++++ DATA SUPPLIED ++++

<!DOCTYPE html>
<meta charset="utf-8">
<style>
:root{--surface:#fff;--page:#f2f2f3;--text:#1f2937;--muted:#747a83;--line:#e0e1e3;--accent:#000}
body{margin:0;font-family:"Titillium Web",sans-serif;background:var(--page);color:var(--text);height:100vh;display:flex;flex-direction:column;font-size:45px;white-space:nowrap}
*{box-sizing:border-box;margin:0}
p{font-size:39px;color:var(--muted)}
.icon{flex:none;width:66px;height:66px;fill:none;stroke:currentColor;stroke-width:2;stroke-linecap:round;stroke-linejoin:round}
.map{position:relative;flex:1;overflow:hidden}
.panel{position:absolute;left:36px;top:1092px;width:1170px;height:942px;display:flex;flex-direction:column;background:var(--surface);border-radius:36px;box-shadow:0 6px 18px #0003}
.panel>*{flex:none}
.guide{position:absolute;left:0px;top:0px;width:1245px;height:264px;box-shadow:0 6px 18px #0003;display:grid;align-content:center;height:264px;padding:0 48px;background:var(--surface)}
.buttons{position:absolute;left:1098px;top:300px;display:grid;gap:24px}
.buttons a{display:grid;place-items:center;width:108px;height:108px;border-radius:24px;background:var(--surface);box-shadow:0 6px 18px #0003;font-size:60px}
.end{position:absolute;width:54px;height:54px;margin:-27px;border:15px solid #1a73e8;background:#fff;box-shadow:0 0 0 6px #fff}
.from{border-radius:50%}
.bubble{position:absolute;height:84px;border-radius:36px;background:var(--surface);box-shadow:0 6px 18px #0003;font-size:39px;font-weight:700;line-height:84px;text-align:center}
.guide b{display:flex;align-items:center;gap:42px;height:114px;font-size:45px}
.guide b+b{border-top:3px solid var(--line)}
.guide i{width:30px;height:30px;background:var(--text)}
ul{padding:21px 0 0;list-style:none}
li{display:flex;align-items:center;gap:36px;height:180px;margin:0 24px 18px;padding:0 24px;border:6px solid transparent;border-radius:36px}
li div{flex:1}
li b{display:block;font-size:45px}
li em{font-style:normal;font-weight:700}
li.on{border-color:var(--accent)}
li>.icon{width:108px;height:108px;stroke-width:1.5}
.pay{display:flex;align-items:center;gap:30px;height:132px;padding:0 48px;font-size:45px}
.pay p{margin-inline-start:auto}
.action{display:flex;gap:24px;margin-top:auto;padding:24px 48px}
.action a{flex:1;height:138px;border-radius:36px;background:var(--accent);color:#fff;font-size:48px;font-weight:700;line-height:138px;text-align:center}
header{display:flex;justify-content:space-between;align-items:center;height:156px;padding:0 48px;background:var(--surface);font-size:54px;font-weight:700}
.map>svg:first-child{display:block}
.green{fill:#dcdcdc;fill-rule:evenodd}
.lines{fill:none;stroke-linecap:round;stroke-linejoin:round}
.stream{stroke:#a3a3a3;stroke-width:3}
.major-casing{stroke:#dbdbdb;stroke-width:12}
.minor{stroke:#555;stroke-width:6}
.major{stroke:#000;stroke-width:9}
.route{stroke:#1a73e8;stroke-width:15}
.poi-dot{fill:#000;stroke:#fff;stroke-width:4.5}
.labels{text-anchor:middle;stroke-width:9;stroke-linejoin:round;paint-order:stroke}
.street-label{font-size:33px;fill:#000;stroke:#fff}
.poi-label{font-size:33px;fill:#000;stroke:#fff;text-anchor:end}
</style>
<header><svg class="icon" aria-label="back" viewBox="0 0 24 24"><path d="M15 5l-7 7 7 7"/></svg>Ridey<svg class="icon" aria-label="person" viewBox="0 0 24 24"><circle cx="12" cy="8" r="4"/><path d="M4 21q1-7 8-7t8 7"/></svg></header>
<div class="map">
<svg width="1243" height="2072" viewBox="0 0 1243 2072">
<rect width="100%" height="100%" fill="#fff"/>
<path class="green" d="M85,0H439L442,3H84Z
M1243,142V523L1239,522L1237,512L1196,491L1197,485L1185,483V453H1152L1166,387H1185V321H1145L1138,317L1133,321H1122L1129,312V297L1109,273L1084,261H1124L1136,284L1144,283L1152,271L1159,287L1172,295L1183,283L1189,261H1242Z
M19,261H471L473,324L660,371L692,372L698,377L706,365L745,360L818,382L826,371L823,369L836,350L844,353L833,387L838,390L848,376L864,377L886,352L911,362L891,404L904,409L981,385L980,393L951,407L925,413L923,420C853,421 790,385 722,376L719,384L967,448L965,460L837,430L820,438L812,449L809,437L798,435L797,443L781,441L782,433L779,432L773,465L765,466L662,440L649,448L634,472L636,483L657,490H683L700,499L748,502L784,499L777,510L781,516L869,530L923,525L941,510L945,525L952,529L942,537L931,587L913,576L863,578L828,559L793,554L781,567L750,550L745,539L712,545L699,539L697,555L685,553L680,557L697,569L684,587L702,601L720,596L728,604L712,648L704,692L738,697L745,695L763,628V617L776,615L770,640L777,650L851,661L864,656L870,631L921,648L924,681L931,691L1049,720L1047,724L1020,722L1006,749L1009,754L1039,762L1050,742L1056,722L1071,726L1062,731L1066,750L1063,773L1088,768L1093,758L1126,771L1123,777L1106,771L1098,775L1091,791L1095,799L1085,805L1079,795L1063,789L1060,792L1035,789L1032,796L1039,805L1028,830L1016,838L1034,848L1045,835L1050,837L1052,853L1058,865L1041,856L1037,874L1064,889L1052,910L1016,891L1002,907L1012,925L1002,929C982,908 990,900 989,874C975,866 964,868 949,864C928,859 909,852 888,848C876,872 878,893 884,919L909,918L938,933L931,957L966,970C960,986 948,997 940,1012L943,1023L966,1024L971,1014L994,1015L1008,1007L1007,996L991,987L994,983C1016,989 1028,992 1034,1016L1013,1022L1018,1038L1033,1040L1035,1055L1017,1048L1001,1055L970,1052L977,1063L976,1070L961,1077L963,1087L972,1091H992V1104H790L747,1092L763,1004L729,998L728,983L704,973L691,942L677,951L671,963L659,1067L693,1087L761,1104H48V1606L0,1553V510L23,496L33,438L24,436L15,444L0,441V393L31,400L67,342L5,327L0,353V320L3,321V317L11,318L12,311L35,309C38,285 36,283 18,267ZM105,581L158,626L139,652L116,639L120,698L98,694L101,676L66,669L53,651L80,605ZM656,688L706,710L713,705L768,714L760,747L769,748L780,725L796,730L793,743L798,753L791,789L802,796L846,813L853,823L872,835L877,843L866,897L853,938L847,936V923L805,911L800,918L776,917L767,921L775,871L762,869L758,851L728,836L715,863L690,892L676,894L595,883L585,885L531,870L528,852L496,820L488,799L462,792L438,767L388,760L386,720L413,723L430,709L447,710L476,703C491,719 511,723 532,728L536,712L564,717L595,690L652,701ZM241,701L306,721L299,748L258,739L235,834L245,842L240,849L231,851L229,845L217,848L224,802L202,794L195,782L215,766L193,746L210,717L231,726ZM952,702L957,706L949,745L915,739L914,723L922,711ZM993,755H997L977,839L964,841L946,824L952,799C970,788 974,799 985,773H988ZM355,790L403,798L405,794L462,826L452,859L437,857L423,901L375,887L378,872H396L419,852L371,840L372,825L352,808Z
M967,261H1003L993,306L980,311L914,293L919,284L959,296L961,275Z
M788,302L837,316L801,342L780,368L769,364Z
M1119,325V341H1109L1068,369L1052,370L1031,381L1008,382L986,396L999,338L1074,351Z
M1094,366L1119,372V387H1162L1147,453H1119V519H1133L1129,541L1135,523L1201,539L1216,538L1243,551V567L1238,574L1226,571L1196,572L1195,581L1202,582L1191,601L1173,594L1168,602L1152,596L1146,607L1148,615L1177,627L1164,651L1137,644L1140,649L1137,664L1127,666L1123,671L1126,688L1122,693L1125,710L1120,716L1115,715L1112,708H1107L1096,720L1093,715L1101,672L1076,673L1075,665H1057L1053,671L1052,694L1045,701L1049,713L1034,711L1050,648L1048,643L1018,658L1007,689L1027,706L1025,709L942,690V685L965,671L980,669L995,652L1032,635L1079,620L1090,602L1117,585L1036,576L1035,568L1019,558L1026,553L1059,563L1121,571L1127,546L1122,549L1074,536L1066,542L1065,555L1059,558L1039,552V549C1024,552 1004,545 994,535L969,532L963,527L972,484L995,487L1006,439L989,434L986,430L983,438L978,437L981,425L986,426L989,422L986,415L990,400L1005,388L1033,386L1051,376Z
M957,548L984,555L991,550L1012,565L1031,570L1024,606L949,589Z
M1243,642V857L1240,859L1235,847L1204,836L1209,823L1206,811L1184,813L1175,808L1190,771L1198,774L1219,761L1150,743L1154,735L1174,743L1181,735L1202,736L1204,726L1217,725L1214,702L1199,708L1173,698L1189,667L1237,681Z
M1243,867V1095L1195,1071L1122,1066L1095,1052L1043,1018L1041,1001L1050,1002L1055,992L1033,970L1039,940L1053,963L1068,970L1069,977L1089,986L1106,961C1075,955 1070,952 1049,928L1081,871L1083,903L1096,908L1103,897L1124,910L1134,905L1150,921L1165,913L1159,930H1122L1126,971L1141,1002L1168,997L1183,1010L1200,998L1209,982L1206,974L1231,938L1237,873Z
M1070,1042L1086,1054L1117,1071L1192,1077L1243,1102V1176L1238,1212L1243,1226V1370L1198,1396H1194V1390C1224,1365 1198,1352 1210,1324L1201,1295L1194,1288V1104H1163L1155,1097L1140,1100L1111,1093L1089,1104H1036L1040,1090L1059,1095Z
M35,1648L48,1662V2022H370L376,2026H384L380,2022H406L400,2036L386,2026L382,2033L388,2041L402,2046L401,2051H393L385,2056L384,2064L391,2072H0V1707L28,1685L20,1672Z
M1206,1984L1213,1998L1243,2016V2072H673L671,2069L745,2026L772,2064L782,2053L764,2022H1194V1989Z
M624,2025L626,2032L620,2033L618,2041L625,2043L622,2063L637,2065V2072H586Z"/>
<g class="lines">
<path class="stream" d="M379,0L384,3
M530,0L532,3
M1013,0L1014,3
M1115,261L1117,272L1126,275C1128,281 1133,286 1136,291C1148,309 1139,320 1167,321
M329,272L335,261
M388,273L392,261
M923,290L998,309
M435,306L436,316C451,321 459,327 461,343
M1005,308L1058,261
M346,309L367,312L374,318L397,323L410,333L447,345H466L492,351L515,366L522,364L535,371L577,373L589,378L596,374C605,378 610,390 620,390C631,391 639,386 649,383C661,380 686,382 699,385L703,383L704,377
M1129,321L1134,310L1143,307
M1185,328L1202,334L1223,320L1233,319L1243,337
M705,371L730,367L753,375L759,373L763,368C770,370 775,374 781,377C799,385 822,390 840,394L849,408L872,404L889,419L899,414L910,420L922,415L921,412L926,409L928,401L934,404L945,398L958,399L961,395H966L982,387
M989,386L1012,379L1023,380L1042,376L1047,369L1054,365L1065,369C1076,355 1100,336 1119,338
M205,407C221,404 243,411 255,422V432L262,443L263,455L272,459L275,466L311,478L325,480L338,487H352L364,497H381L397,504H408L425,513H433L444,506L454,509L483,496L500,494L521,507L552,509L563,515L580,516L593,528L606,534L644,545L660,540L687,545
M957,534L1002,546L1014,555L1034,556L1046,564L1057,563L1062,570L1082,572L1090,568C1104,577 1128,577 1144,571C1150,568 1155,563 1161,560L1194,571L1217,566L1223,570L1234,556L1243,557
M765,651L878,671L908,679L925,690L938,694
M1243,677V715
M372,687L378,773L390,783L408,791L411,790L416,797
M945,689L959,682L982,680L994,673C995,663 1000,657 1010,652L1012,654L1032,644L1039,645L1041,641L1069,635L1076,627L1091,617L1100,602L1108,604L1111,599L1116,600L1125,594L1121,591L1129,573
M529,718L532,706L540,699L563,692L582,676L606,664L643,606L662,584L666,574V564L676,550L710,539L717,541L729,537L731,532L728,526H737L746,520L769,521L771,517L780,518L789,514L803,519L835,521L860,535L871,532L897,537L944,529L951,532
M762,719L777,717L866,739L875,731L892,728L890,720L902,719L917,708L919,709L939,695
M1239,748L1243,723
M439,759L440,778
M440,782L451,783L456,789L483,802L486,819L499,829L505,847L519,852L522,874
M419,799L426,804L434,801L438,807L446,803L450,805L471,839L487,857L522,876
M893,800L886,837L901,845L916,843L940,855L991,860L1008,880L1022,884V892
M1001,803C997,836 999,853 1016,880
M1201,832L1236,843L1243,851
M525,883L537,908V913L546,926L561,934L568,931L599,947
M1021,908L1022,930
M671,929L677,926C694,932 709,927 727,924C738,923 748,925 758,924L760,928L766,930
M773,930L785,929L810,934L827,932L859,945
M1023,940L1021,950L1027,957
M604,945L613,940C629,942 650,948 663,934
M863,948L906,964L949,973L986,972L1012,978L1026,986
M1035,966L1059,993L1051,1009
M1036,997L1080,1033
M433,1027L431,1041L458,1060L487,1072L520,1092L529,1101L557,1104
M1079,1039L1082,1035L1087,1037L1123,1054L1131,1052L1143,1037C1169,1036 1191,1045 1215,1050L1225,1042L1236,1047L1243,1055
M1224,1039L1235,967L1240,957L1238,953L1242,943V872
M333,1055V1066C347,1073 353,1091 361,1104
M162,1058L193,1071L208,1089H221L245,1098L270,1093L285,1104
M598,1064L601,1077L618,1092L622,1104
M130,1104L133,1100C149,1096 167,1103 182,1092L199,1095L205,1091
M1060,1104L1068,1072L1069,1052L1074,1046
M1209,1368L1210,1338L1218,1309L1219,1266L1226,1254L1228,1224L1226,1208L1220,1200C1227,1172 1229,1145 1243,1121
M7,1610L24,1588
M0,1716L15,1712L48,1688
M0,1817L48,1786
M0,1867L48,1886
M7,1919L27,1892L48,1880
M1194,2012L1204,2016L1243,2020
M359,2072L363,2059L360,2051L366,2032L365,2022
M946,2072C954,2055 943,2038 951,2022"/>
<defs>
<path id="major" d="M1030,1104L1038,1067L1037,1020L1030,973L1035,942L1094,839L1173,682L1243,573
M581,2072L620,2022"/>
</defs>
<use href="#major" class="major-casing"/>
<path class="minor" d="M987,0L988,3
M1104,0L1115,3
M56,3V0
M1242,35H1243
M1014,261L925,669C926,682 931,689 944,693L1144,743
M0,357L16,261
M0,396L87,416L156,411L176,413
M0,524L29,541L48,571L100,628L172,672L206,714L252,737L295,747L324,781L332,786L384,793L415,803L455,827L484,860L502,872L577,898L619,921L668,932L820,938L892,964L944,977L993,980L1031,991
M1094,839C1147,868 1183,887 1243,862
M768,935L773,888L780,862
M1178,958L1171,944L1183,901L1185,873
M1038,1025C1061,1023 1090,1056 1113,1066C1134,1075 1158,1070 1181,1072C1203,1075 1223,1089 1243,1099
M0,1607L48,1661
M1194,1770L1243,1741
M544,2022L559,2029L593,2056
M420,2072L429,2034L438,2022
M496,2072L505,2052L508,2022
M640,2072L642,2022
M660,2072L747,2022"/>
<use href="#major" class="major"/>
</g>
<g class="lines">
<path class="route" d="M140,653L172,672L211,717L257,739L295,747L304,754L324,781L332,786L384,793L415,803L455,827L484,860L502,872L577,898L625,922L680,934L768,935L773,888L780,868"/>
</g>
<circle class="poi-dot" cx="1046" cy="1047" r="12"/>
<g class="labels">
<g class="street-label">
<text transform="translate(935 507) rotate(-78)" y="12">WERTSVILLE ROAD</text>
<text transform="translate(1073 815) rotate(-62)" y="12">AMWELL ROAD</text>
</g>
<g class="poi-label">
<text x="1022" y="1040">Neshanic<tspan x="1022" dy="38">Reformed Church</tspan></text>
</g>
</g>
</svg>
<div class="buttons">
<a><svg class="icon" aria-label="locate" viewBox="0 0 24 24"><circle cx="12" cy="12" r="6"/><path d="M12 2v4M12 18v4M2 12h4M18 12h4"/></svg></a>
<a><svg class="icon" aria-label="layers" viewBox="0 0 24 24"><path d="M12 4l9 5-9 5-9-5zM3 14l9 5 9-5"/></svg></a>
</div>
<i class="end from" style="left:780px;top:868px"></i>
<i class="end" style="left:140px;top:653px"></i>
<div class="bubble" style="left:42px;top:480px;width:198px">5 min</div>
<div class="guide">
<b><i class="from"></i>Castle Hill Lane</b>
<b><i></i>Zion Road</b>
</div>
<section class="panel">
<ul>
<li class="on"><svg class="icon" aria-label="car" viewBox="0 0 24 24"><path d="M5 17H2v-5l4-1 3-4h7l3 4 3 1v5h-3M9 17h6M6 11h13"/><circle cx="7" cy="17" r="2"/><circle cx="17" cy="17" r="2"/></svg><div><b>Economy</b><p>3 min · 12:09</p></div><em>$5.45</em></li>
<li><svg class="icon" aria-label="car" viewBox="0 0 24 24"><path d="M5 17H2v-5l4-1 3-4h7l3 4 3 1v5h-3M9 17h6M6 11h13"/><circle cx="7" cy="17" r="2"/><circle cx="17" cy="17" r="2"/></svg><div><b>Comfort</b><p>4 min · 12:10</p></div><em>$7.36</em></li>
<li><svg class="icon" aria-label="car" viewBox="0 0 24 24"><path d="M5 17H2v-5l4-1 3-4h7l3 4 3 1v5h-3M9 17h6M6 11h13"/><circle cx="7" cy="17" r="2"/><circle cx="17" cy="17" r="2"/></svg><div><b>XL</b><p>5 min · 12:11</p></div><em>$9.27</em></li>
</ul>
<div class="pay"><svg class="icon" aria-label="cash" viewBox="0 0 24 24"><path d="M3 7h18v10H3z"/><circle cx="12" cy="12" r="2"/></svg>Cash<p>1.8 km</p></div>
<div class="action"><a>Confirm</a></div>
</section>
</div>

++++

__WHAT TO PRODUCE__
Your response should be made up of the lines in the data that contain the word "linecap".

__YOUR SOLUTION__
.icon{flex:none;width:66px;height:66px;fill:none;stroke:currentColor;stroke-width:2;stroke-linecap:round;stroke-linejoin:round}
.lines{fill:none;stroke-linecap:round;stroke-linejoin:round}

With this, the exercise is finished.